» **Provided records**:
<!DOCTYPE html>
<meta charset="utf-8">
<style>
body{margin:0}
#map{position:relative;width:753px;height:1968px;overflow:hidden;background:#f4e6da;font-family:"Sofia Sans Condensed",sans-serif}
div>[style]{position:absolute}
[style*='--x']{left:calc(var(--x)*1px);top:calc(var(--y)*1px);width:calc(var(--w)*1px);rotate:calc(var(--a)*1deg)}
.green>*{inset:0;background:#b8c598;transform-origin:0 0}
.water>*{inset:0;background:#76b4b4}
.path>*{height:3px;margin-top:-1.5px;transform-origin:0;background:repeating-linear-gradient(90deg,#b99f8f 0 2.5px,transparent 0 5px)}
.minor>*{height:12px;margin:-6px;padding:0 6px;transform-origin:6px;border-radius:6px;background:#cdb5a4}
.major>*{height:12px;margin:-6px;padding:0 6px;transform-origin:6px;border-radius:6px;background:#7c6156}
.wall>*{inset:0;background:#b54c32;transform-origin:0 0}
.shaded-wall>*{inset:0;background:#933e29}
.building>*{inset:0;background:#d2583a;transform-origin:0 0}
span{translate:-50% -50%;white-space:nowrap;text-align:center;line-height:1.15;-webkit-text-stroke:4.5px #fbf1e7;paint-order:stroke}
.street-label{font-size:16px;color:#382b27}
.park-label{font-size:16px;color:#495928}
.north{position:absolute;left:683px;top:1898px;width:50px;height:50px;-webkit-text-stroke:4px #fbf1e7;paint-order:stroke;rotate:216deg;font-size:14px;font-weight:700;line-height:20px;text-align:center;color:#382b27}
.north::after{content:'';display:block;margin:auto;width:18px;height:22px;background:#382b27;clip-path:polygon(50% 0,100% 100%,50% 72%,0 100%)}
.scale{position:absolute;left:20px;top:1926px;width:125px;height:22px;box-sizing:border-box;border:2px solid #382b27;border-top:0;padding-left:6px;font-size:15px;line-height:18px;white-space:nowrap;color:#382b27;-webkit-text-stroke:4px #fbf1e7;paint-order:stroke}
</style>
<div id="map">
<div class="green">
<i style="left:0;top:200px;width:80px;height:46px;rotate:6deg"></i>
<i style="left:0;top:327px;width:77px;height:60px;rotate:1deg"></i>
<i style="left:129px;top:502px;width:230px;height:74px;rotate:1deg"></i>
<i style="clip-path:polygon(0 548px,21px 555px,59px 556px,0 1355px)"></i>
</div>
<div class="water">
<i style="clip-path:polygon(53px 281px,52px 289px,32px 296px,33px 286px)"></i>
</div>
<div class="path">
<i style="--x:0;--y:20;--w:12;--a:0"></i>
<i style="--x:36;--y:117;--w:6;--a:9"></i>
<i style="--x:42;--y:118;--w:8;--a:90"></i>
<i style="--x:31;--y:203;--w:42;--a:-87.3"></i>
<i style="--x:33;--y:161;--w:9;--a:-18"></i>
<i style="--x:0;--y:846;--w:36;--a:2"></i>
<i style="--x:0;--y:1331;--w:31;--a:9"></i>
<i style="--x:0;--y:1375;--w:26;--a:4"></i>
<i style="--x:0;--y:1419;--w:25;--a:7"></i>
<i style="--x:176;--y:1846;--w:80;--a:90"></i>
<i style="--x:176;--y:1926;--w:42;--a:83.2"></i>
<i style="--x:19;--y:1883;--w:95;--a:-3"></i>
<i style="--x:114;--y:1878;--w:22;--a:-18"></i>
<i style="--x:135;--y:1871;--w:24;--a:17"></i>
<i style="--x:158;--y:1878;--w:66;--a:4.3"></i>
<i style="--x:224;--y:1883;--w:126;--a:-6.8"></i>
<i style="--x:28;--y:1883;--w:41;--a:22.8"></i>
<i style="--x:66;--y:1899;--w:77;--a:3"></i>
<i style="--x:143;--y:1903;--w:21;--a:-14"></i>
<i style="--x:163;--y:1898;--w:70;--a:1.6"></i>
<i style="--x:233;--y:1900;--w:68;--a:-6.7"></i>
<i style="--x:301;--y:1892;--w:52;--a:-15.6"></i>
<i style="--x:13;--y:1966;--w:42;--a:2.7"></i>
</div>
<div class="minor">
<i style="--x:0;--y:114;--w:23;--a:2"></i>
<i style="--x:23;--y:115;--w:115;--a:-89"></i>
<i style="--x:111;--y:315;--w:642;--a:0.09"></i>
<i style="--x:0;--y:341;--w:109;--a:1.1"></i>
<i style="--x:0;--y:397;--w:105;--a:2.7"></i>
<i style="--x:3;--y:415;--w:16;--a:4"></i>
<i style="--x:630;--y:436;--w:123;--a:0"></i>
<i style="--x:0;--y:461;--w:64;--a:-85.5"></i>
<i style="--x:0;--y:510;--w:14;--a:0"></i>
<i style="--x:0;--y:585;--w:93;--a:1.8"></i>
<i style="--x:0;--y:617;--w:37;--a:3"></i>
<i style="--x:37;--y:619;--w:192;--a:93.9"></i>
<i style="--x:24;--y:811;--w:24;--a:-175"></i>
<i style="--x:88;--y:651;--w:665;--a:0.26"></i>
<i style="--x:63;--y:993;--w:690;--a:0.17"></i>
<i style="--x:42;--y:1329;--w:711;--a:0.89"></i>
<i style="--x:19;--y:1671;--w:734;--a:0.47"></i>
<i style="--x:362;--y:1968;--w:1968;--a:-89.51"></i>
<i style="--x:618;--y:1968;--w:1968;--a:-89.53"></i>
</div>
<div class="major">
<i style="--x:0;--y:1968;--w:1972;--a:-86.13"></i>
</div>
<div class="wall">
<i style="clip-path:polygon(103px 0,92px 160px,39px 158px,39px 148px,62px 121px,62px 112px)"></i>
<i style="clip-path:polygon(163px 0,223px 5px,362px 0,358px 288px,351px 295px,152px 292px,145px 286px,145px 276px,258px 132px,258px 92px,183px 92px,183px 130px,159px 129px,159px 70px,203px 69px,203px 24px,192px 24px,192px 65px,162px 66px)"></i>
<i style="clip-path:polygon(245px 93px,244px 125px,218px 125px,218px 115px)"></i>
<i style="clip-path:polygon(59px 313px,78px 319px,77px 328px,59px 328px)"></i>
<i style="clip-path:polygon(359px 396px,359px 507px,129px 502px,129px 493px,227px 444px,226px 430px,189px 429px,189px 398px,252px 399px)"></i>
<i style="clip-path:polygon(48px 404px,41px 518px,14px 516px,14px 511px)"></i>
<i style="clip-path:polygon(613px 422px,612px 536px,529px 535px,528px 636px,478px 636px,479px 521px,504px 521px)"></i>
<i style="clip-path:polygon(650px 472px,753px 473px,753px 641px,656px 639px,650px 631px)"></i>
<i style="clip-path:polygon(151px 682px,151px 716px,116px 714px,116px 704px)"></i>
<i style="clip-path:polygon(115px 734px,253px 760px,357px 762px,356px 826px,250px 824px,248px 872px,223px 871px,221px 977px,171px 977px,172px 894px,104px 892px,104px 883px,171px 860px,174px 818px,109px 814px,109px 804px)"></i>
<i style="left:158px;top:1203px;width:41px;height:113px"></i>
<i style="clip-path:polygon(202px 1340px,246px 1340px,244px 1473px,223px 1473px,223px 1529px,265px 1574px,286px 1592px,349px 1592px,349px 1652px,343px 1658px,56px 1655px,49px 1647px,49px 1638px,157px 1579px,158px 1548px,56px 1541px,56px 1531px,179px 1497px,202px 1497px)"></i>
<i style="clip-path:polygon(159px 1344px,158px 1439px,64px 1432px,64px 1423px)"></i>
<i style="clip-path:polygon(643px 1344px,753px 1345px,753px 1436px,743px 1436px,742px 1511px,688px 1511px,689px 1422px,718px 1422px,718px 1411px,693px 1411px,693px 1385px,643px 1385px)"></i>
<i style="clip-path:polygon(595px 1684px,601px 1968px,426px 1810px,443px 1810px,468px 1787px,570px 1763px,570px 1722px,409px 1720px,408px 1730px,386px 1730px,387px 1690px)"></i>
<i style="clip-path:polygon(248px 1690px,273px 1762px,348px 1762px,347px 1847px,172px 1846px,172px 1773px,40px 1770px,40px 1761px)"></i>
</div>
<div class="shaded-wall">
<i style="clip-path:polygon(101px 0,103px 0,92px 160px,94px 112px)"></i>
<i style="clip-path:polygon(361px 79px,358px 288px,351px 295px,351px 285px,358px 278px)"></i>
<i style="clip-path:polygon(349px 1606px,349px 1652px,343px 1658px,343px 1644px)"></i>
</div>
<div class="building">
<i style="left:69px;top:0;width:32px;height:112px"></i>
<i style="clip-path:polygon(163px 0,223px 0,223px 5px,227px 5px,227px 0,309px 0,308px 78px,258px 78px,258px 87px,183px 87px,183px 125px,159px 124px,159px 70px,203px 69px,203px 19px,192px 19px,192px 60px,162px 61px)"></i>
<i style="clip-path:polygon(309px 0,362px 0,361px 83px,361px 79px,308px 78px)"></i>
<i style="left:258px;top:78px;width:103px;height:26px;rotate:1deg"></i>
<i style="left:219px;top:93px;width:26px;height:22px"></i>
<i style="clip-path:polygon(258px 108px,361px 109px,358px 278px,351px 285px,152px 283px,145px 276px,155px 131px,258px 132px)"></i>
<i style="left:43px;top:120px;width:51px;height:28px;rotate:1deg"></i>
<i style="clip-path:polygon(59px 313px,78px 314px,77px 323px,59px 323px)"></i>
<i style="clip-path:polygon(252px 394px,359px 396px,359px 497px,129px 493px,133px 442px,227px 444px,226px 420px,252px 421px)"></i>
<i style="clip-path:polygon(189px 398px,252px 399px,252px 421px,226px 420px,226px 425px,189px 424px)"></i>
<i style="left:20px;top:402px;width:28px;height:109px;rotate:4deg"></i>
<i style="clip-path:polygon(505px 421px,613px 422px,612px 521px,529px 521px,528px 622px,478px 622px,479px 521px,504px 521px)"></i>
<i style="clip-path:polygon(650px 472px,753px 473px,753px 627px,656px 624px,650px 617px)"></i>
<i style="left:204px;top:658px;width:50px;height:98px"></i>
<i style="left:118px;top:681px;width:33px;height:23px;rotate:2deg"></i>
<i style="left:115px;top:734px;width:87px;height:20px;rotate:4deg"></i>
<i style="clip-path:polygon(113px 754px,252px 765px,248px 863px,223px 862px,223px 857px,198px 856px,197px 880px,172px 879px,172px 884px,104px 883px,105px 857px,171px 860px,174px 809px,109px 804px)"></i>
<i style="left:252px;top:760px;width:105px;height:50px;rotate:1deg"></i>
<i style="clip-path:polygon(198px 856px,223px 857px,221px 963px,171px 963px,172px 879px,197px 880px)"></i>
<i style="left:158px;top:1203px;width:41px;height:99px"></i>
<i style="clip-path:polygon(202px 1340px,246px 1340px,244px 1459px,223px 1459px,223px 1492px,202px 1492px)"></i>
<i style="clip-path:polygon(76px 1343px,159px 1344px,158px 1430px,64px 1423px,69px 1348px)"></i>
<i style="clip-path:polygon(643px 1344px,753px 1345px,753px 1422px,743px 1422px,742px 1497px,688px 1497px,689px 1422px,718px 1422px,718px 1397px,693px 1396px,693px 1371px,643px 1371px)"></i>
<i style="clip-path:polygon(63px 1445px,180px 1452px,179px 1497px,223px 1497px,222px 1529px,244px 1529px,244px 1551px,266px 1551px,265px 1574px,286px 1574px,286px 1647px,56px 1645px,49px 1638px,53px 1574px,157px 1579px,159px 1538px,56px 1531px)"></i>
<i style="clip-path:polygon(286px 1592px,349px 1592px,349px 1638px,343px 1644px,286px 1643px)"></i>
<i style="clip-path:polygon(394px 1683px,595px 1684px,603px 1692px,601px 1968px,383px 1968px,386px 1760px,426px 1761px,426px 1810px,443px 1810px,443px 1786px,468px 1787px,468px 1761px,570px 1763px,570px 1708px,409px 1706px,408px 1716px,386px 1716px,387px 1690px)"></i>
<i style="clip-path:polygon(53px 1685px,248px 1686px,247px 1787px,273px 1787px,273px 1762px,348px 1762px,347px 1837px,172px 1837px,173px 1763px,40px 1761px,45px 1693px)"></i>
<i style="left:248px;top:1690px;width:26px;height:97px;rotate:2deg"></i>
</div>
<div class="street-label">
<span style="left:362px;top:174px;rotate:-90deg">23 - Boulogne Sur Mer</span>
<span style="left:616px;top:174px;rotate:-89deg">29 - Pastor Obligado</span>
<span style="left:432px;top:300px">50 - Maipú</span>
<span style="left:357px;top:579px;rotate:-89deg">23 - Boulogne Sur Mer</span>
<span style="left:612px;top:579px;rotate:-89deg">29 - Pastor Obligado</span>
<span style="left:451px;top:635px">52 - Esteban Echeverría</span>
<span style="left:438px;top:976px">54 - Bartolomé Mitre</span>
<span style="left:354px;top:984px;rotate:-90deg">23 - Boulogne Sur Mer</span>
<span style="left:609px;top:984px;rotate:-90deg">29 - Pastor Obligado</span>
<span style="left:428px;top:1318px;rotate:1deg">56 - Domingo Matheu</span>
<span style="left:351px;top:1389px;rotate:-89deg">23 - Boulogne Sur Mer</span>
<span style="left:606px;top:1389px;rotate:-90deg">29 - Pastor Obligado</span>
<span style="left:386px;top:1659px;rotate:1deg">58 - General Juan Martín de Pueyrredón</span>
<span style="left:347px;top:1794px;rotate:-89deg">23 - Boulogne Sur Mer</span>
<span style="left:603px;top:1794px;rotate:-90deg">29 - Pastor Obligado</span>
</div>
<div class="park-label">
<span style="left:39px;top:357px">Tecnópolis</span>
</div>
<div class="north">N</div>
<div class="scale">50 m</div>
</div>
---
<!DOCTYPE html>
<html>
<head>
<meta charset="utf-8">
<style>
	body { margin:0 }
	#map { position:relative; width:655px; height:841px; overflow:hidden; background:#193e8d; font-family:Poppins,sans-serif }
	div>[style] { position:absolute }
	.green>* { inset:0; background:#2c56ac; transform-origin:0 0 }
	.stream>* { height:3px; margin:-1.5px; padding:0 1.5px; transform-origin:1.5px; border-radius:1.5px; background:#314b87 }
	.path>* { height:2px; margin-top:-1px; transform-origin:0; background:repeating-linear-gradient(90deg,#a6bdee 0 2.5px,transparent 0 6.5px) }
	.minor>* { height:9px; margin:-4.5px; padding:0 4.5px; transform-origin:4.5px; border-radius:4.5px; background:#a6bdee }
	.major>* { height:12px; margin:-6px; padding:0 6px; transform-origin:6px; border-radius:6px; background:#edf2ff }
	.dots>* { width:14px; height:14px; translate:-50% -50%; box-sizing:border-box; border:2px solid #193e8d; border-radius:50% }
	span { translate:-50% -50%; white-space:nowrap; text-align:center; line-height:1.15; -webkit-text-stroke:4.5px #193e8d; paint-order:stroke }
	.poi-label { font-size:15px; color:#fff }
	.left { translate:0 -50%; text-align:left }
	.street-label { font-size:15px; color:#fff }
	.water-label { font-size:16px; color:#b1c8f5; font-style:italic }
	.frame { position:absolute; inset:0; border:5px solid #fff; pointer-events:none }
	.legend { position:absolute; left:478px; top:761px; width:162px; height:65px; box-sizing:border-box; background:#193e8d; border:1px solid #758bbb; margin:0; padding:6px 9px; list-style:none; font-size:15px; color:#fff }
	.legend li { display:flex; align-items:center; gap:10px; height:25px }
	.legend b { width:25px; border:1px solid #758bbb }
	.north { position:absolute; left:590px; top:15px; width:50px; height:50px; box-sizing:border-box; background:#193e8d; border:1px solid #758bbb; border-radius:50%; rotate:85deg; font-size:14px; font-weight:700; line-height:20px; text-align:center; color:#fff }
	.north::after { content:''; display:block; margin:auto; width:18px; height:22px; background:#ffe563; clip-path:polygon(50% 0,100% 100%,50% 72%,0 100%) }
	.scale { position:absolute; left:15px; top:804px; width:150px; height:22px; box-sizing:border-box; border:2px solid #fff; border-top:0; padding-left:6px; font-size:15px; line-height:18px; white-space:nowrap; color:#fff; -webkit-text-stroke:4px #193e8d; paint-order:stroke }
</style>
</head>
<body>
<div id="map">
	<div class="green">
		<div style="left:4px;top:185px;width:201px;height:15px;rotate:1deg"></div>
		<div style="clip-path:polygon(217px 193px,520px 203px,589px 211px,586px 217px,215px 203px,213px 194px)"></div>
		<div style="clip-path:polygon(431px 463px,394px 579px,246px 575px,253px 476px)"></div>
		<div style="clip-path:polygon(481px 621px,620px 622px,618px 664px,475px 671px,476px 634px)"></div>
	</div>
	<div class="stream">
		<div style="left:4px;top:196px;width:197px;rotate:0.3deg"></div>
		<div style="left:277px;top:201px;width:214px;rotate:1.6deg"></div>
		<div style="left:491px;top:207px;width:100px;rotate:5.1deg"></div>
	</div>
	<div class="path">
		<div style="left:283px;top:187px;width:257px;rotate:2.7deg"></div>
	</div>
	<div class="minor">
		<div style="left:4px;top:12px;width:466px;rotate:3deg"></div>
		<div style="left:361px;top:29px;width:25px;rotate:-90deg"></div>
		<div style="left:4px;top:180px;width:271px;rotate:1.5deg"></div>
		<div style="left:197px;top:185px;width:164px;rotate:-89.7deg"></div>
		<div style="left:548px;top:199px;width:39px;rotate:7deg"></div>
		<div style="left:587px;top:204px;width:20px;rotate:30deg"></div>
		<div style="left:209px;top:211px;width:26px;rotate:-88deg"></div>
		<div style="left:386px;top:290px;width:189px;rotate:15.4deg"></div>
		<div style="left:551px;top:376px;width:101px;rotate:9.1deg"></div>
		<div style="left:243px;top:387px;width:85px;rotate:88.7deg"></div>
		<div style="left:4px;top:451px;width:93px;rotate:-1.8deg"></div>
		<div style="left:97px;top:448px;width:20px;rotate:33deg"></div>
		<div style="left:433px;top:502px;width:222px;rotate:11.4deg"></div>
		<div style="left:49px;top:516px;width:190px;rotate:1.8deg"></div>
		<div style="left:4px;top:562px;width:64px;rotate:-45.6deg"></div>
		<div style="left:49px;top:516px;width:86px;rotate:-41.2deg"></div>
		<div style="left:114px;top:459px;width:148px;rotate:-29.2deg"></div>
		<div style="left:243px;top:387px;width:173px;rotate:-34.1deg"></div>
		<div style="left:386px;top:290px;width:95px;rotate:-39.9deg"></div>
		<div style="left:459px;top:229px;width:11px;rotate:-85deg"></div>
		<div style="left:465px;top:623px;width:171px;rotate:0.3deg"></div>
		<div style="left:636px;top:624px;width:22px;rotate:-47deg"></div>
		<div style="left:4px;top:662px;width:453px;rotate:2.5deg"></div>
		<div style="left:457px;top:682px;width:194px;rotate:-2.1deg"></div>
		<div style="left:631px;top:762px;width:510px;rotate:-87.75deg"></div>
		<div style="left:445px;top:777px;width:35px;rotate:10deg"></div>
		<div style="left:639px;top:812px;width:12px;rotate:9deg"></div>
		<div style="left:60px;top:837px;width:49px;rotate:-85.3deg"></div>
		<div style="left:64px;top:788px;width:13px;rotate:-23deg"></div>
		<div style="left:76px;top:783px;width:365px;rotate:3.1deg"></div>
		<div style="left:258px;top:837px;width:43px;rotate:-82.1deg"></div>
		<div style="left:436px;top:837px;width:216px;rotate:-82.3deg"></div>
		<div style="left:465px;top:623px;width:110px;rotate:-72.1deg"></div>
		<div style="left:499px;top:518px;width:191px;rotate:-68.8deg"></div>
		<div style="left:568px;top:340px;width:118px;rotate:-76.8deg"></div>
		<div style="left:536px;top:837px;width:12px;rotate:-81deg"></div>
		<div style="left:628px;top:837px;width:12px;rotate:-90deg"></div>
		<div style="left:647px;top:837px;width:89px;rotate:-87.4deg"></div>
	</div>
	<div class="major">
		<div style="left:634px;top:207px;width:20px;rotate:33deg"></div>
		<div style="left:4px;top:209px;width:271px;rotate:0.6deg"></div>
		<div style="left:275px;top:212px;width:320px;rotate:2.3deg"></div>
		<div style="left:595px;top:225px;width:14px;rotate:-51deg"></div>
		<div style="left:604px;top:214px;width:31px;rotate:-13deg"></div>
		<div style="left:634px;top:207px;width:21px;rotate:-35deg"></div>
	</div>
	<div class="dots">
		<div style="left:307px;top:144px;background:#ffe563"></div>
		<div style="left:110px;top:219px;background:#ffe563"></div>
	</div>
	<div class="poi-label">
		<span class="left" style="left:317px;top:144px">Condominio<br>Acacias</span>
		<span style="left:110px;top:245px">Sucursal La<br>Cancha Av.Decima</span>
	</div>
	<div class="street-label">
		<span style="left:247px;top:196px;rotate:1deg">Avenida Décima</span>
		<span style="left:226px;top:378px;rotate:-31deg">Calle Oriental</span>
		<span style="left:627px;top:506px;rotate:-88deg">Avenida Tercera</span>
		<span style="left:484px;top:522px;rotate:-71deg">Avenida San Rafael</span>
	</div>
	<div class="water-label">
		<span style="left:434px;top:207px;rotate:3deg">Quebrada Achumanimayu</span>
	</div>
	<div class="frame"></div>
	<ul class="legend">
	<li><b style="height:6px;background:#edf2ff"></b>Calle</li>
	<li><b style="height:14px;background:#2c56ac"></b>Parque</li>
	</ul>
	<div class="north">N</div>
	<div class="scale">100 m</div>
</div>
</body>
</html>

» **Instructions for the task**: Give every line of the material that includes the string "html".

» **Result for this exercise**:
<!DOCTYPE html>
<!DOCTYPE html>
<html>
</html>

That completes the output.